## Information supplied
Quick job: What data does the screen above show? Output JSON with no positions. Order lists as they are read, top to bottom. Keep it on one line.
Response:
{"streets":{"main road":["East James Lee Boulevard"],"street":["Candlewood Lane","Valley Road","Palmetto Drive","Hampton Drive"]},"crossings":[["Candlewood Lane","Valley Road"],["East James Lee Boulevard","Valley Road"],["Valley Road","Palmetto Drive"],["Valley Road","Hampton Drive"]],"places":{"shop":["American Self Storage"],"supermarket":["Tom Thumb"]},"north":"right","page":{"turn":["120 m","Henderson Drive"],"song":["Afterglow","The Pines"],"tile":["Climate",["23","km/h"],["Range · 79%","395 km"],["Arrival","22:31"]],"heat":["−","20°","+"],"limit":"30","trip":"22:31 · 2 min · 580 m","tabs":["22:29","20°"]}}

## Work to complete
Set down the data exactly.

## Response box
Quick job: What data does the screen above show? Output JSON with no positions. Order lists as they are read, top to bottom. Keep it on one line.
Response:
{"streets":{"main road":["East James Lee Boulevard"],"street":["Candlewood Lane","Valley Road","Palmetto Drive","Hampton Drive"]},"crossings":[["Candlewood Lane","Valley Road"],["East James Lee Boulevard","Valley Road"],["Valley Road","Palmetto Drive"],["Valley Road","Hampton Drive"]],"places":{"shop":["American Self Storage"],"supermarket":["Tom Thumb"]},"north":"right","page":{"turn":["120 m","Henderson Drive"],"song":["Afterglow","The Pines"],"tile":["Climate",["23","km/h"],["Range · 79%","395 km"],["Arrival","22:31"]],"heat":["−","20°","+"],"limit":"30","trip":"22:31 · 2 min · 580 m","tabs":["22:29","20°"]}}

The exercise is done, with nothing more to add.